“Large collection of numerical data are routinely summarized and communicated using a few statistics of location and spread, (…), these can take us a long way in grasping an overall pattern.”
[The Art of Statistics, David Spiegelhalter]
Can we understand all (fine-scale) patterns from a massive data set? If you were a genius, you may keep track of all the patterns. But, it is (almost) impossible to analyze all. That’s is why we employ statistics to understand and analyze a large data set and predict/estimate the future from statistical results (e.g. population, economic growth, the unemployment rate, or stock price). For example, to make a business model for kids, it is much easier to see the average birthrate in some regions rather than count the number of children in my neighborhood. Statistical approaches always provide just a few numbers to describe the complex systems. This simplification enables us to make a simple (predictive) model, leading to an efficient and optimized analytics.
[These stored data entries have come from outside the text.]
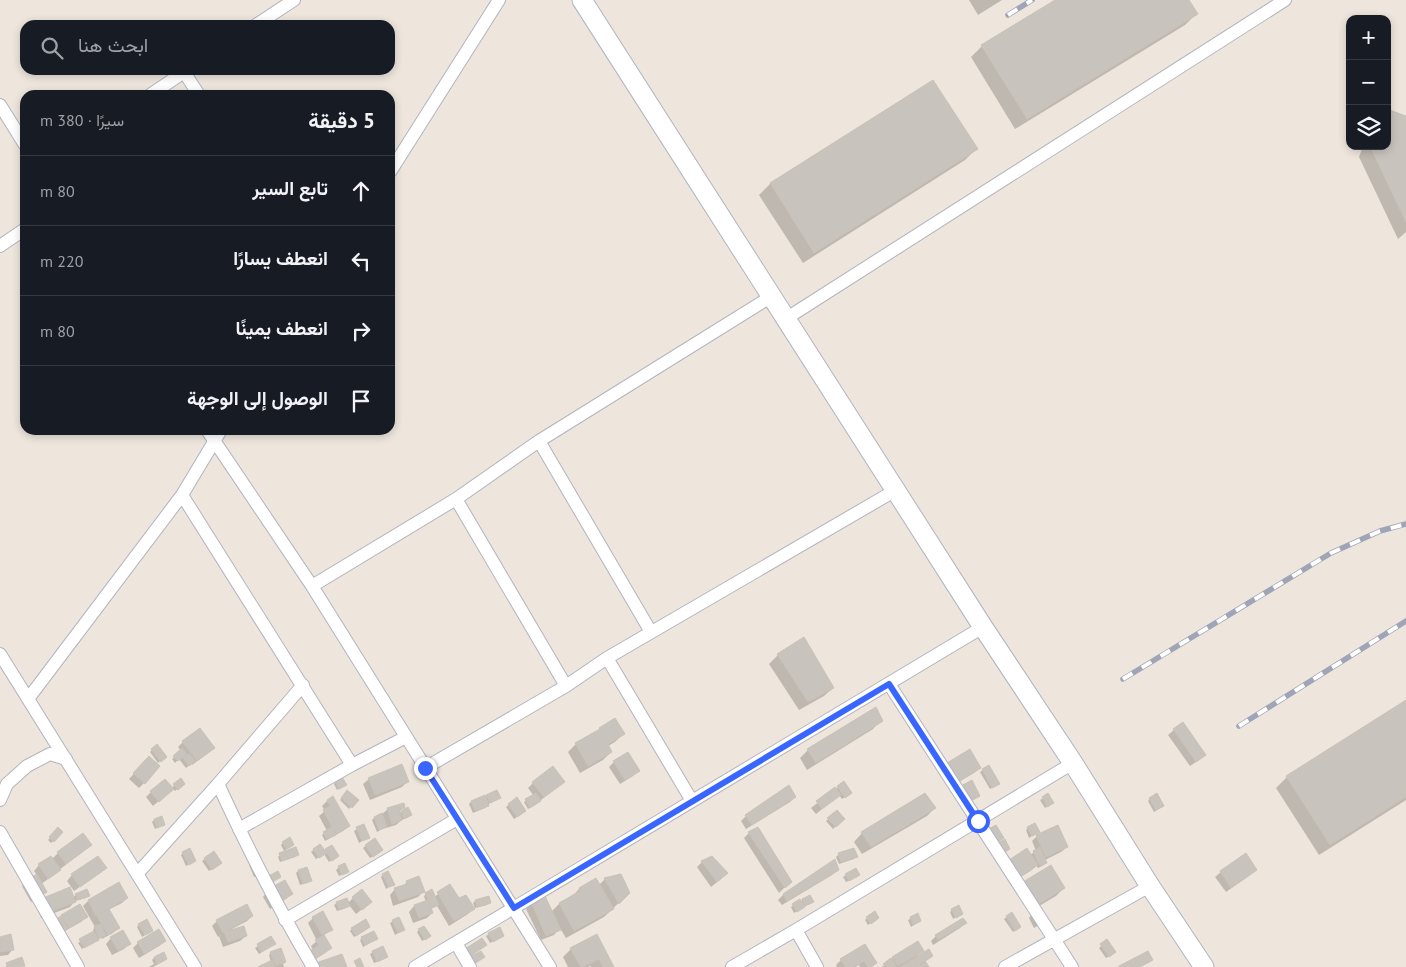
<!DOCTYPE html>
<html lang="ar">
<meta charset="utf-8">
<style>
:root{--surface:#171b24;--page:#242831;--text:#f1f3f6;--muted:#9ea1a6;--line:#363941}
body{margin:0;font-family:"PT Sans",Vazirmatn,sans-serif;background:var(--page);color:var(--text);direction:rtl}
.controls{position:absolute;right:15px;top:15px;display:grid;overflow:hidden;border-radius:10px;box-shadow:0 2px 8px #0003}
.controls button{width:45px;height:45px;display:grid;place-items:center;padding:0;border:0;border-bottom:1px solid var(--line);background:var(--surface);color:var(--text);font:25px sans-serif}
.stop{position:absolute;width:15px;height:15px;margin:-11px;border:4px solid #3966ff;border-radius:50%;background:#fff}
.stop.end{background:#3966ff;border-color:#fff;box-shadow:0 1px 5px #0008}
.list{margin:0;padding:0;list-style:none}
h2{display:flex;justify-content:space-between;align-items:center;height:65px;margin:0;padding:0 20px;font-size:21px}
h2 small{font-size:16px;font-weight:400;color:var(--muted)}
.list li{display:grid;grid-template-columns:32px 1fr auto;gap:15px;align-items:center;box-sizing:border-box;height:70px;padding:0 20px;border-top:1px solid var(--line)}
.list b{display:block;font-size:19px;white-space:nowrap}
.list em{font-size:16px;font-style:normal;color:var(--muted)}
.icon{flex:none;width:28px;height:28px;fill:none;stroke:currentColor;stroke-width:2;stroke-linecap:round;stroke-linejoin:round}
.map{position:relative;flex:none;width:1406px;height:967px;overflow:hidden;direction:ltr}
.search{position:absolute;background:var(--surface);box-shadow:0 2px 8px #0003;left:20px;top:20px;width:375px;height:55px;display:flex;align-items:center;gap:12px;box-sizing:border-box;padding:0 18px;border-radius:15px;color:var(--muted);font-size:19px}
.panel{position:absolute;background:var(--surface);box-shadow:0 2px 8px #0003;left:20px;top:90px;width:375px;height:345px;border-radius:15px;direction:rtl}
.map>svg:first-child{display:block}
.shadow{fill:#0003}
.building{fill:#c9c3bd;stroke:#c9c2b7}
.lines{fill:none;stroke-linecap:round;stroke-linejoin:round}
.street-casing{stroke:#b1b4c0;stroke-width:14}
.secondary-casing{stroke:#b1b4c0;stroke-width:21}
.street{stroke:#fff;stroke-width:12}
.secondary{stroke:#fff;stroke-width:19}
.rail-casing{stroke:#9fa4b6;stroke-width:5.5}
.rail{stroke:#fff;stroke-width:4;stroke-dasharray:11;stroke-linecap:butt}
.route{stroke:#3966ff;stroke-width:6}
</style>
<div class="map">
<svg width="1406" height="967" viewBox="0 0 1406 967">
<rect width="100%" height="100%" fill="#eee6dd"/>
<!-- shadow -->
<path class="shadow" d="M969 0H1002L978 15Z
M1057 0H1188L1196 14 1185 25 1015 129 971 57 982 46Z
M932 81 976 149 965 160 803 263 759 195 770 184Z
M1406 118V232L1398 239 1359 157 1363 146H1387Z
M803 639 833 688 824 696 799 710 769 664 778 655Z
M1406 702V800L1319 855 1276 788 1287 777Z
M881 720 873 729 807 770 800 758 808 750Z
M1182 723 1199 760 1190 766 1168 735Z
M600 729 623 734 615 742 608 746 611 752 603 760 580 773 568 752 576 744 596 733Z
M183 742 208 753 192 765 191 764 186 768 179 759 175 763 172 759 181 751 178 747Z
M152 750 165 757 158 763 150 752Z
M614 762 638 771 633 776 620 784 609 767Z
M144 763V783L139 788 129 779Z
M947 764 980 768 974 773 952 786Z
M983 770 996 786 990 789 980 772Z
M369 779 408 781 402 787 370 800 363 784Z
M181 780 184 783 175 791 173 789 153 806 146 797 151 792 171 788Z
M336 782 343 787 337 790 334 784Z
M533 783 558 787 537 803 528 809 524 802 534 796 528 788Z
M838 787 848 795 842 799 839 795 816 814 811 808Z
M347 792 357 800 349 809 340 800Z
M925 795 935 808 927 816 862 854 854 842 862 833Z
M1048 795 1050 805 1045 808 1040 800Z
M487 796 499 798 487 805 485 808 473 813 469 804 471 802 485 798Z
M795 797 790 802 746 829 741 821 746 816Z
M517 799 523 813 514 819 506 807Z
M1150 799 1163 806 1154 812 1148 801Z
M327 801 349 826 343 831 325 841 322 835 327 831 319 816 325 811 322 806Z
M404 807 398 813 408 809 411 815 408 817 402 820 396 825 386 828V827L377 832 372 820 374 818 382 814 388 809Z
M837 812 843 819 833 829 826 821Z
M154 820 164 824 155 829 152 822Z
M363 825 369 837 359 843 354 831Z
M1028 828 1038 832 1029 838 1026 830Z
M58 829 62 833 51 843 48 840Z
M749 833 785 887 779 893 744 838Z
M1037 836 1067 847 1061 852 1045 860 1046 862 1044 865 1038 868 1036 865 1032 870 1014 881 1030 855 1036 851 1032 841Z
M375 839 380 852 370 858 363 848Z
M283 843 290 847 284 851 281 845Z
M91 845 59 870 54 875 41 884 40 897 31 902 22 886 27 881 37 875 34 871 39 865 52 859 58 853Z
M320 845 324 851 331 847 335 858 329 862 324 854 316 859 311 852Z
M183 853 192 863 186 866 181 855Z
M297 854 295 857 280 862 278 857 280 855Z
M839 854 856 856 854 859 839 864 836 857Z
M205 859 218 865 209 871 202 861Z
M834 861 838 870 832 875 782 905 778 900 783 895Z
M702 862 722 878 711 887 697 867Z
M251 863 261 874 254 877 249 865Z
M339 867 348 872 339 876 336 870Z
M105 868 100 873 74 891 67 881 72 875Z
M306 869 310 880 308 882 300 885 296 873 298 871Z
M856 869 857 877 846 882 843 877Z
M1256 870 1250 875 1226 892 1215 877 1221 872Z
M383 875 393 884 391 886 386 889 381 877Z
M605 879 629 893 604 917 566 938 560 928 554 935 541 940 526 909 532 903 551 912 559 904 572 897 579 889 599 885Z
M407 882 423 892 418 897 393 906 390 895 395 889 402 887Z
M119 884 127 898 122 903 108 910 118 927 113 933 102 939V938L97 939 82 949 78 943 94 933 93 930 95 927 83 906 88 901Z
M450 886 459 900 473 909 468 914 449 926 437 906 430 909 432 913 427 918 413 923 409 912 414 906 426 902 424 896 426 894 434 897Z
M1064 888 1056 896 1029 912 1016 891Z
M268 891 291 894 286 899 270 909 263 897Z
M76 895 88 896 86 898 75 901 70 907 41 918 36 905 73 897Z
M810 896 812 902 794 913 791 907Z
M488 897 489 902 487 905 475 908 473 903 475 901Z
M353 898 365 907 356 914 349 905 346 908 337 911 334 905 337 903 347 904Z
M952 910 961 914 953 919 950 912Z
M917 915 920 921 911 927 908 920Z
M1031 915 1042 923 1034 928 1029 918Z
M62 916H86L81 922 63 932 60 918Z
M252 916 247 921 232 929 246 936 240 941 223 947 219 936 218 937 212 926 217 921Z
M1007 917 1018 929 1013 932 1004 919Z
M313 918 331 930 323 936 330 948 325 953 306 965 313 950 311 946 317 941 308 923Z
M398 918 403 930 395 935 390 923Z
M867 918 875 920 868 925 865 920Z
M965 923 960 928 933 945 931 941 936 936Z
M139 925 152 931 142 937 137 927Z
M352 929H367L354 937 350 931Z
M419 930 427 938 422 941 417 932Z
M489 934 503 936 490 943 486 936Z
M596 936 613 967H591L590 966 588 967H568L563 957 571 949Z
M0 938 13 949 8 955 0 956Z
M111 938 129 944 124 949 112 955 106 944Z
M270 938 272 946 259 954 255 948Z
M362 938 377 939 363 947 360 940Z
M164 941 159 946 139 958 133 948 138 943Z
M1107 941 1113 954 1106 958 1099 948Z
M864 946 875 963 871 967H860L859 965 856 967H837L836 965 841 960Z
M922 951 915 958 932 956 925 962 928 967H920V965L917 967H882L893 958Z
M373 952 384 959 374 963 370 954Z
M271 953 285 962 283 964 284 967H261L271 962 269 955Z
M163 954 166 959 164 961 153 967H149L154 964 152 960 154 958Z"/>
<!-- building -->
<path class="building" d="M1055 0H1189L1198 14 1027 119 981 45Z
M933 80 978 149 814 253 770 183Z
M1387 109 1406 116V222L1370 146H1387Z
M804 637 834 688 808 702 777 654Z
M1406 700V797L1330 845 1286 776Z
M876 707 883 721 816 763 807 749Z
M615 718 625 734 608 744 612 752 588 766 575 743 600 729 599 728Z
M1183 722 1206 755 1196 762 1173 729Z
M200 728 215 748 197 761 182 741Z
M157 744 167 757 161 762 151 749Z
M182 748 187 754 178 761 173 756Z
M970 749 981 768 958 782 947 763Z
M628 752 640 771 625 780 613 761Z
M189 753 195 761 189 766 183 758Z
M149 756 160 766 145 784 133 773Z
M402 764 409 782 375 795 368 778Z
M989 765 1000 784 992 788 982 769Z
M553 766 565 782 544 797 532 782Z
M342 777 347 785 339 789 335 781Z
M181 778 185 784 178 790 173 784Z
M165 779 174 789 159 802 150 791Z
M972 780 980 796 967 803 959 787Z
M844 781 852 793 845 798 837 786Z
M789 785 796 797 752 825 745 815Z
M835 787 841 795 822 809 816 801Z
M347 790 359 800 352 808 341 798Z
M497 790 501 798 490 803 486 795Z
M536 793 541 801 530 808 525 799Z
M925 793 936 808 871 847 861 832Z
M1048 793 1054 803 1047 807 1042 797Z
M1157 793 1164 806 1156 810 1149 798Z
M485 795 489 806 475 811 471 801Z
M333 796 350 826 336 834 323 810 330 806 327 800Z
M517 797 526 811 517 817 508 804Z
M404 803 405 808 399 809 402 820 392 824 387 808Z
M408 807 412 815 404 819 401 811Z
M837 810 845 819 836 827 827 818Z
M382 813 387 827 379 830 374 817Z
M162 816 165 825 157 828 154 819Z
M1035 823 1040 832 1032 836 1027 827Z
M364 824 370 838 362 841 356 827Z
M996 825 1004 838 994 844 987 830Z
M1058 825 1068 847 1046 857 1036 835Z
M58 827 63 832 54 842 49 837Z
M332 827 336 835 327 839 323 832Z
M758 827 792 882 785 888 748 832Z
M83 833 92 845 66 864 57 852Z
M290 837 294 845 287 849 282 842Z
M375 838 383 850 373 857 365 845Z
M1005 839 1010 849 1001 854 996 844Z
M320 844 327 853 319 858 313 849Z
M332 845 339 856 332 861 325 849Z
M296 847 299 855 282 861 279 853Z
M1040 847 1047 863 1040 866 1033 851Z
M190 848 196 861 189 865 182 852Z
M854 848 858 857 841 862 838 853Z
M1027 848 1038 865 1020 877 1009 860Z
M214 851 222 863 212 870 204 858Z
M1246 853 1257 870 1231 888 1220 871Z
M51 856 61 870 48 879 38 864Z
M98 856 107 868 80 887 71 874Z
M712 856 728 873 717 882 701 861Z
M835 859 839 870 787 901 783 894Z
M345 863 349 872 342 875 338 866Z
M1051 865 1065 888 1037 905 1023 882Z
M307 867 312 881 303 884 298 870Z
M856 868 860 875 849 881 845 874Z
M278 871 281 877 264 887 261 880Z
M388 871 395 885 389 887 382 874Z
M37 874 47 892 37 898 27 880Z
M621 874 630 893 619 904 604 878Z
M419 876 425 892 399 901 394 888 407 884 406 881Z
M596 878 614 909 574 931 559 903 580 891 579 888Z
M285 880 293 894 275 904 267 890Z
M119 882 128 898 96 916 88 900Z
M450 884 459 898 466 895 475 909 454 921 437 892Z
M70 887 76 902 47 913 41 899Z
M87 889 90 896 78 900 75 894Z
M362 889 372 902 362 910 352 897Z
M432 889 439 905 432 908 425 893Z
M810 895 814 902 805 906 802 899Z
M489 896 491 903 477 907 475 900Z
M545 896 561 930 546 936 531 902Z
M347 898 350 906 339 910 336 902Z
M800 899 805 907 797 912 792 904Z
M428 900 433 913 419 918 414 905Z
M80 904 88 917 69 928 61 915Z
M247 904 253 916 223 933 216 920Z
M959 905 963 914 956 918 951 909Z
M109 909 120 928 108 935 97 916Z
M323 911 333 930 322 935 312 917Z
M875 911 879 918 871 924 866 917Z
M1012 912 1021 927 1015 931 1006 916Z
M918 913 921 921 913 925 910 917Z
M61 916 68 929 60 933 53 921Z
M399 917 405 930 398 933 392 920Z
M963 918 967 923 938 940 935 935Z
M147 919 153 931 145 935 138 924Z
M366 919 370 927 356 936 351 928Z
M101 924 106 936 99 938 94 926Z
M244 926 247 936 228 942 224 932Z
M424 926 431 936 425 940 418 929Z
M500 927 504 936 493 942 488 933Z
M159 929 166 941 145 954 137 942Z
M123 930 131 944 118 951 110 937Z
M94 931 99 940 84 948 79 939Z
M374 931 378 939 365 945 361 937Z
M11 934 14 950 0 952V937Z
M597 934 614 967H603L599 959 583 967H581L570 948Z
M324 935 332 948 312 961 307 953 319 945 315 940Z
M271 936 276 944 261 952 257 944Z
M482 938 487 945 470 956 465 949Z
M1107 939 1116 952 1109 957 1100 944Z
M918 941 924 951 898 966 892 957Z
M865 944 877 963 871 967H868L864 961 854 967H845L840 959Z
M383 946 388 957 377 962 372 951Z
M281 948 286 962 276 966 270 952Z
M929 949 933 956 916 967H900Z
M481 951 485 957 474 964 469 957Z
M1148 951 1153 960 1140 967H1119V966Z
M164 952 167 959 157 964 154 957Z
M342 954 347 967H317L316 963Z
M22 957 25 966 7 967 6 963Z
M360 958 364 967H357L354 961Z
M891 958 897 967H886L883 964Z
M272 960 275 967H258Z
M926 962 929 967H918Z"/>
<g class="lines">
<defs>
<path id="street" d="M256 25 294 0
M184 72 199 95
M150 95 187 70
M0 105 25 145
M390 172 499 0
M0 246 25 229
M787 318 1285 0
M207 430 312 586 550 967
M539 441 651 632
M182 495 352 765
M456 499 566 686
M312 586 456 499 539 441 772 296
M0 654 195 967
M607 658 692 801
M889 684 1072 967
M28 699 182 495 221 430
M425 768 566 686 607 658 896 490
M218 784C247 847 278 908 313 967
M0 800 7 784 27 766 50 754 66 759
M239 829 352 765 406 737
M0 832 78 967
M137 874 218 784 303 685
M285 920 457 819
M796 930 817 967
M456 943 470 967
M415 967 983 627
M732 967 796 930 1073 763
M1005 967 1150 886"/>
<path id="secondary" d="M582 0 983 627 1073 763 1150 886 1204 967"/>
</defs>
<!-- street casing -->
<use href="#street" class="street-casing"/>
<!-- secondary casing -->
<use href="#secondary" class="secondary-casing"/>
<!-- street -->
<use href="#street" class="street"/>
<!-- secondary -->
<use href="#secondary" class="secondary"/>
<defs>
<path id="rail" d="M1008 15 1032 0
M1123 679 1331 553 1380 531 1406 524
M1239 726 1406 621"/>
</defs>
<!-- rail casing -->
<use href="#rail" class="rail-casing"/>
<!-- rail -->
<use href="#rail" class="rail"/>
</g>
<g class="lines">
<!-- route -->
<path class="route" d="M425 768 514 908 889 684 978 821"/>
</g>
</svg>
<div class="controls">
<button>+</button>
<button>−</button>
<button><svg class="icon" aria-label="layers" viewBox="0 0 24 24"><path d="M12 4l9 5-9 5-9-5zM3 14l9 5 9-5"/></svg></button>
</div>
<div class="stop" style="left:978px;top:821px"></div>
<div class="stop end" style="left:425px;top:768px"></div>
<div class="search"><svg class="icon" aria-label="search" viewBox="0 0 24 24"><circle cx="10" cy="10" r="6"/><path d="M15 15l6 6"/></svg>ابحث هنا</div>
<section class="panel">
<h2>5 دقيقة<small>سيرًا · 380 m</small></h2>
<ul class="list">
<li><svg class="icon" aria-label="ahead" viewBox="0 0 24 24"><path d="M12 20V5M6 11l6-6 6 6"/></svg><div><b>تابع السير</b></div><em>80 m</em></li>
<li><svg class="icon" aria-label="left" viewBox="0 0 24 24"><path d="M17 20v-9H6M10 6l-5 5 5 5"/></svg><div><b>انعطف يسارًا</b></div><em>220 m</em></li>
<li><svg class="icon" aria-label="right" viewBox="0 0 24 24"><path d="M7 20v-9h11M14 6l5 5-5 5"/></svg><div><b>انعطف يمينًا</b></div><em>80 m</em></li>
<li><svg class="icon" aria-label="arrive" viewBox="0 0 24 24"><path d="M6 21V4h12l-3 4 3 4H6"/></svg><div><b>الوصول إلى الوجهة</b></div></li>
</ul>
</section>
</div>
I agree that a few numbers make the complex system simple and I have experienced that this simple representation gives us the proper direction to make a better decision. Then, what is the good “number (statistic)” for massive data in our hands? The average? well, but the book also said: “there is no substitute for simply looking at data properly.” Hence, we should be careful to understand the complex system using only a few statistics. Some statistics are venerable to outliers such as average. Also, we can draw the dinosaur patterns using the given mean and variance (please see my previous post). Nowadays, data-driven approaches via statistical learning (machine learning) may provide optimal numbers to describe the complex system effectively. Yet, we need to scrutinize all the statistics the data-driven models provide. However, I do expect that a data-driven AI model may find a good reparameterization of the massive data set for a better understanding in the near future.